▶ **Aim of the task**: If a line of the data contains the word "street", it is counted; report how many such lines there are and nothing else.

Records contained in a dataset
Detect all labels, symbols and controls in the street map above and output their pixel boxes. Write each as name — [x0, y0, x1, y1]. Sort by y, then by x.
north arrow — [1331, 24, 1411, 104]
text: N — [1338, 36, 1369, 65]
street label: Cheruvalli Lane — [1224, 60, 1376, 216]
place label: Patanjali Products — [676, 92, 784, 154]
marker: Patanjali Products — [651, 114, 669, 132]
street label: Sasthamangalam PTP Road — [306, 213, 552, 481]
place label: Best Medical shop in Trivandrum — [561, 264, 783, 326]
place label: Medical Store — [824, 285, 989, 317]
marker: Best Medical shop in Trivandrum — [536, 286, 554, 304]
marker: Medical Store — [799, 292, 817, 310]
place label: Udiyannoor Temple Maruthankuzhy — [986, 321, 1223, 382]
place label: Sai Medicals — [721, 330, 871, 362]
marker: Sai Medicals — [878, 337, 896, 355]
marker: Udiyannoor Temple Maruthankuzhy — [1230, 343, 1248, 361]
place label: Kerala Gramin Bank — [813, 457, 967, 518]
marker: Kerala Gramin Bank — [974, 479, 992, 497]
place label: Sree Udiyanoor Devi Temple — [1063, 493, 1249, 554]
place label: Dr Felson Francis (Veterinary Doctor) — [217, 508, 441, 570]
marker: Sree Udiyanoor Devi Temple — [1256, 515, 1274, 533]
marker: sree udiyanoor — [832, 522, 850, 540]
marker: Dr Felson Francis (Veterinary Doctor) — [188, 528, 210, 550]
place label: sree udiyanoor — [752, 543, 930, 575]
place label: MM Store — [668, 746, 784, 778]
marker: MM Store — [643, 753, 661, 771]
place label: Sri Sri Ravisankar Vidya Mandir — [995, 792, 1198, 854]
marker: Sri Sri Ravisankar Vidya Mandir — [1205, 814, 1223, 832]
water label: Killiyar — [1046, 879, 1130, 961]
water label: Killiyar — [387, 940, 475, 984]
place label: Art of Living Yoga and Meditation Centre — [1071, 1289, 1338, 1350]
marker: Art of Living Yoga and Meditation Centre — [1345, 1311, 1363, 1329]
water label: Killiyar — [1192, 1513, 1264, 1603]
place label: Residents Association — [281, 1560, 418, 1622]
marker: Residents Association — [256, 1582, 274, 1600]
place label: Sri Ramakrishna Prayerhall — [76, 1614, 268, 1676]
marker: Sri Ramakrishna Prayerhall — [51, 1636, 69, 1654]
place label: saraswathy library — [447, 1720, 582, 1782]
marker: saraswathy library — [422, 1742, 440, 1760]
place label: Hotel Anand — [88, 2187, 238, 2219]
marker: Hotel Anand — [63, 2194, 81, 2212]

▶ **Output for this task**: 3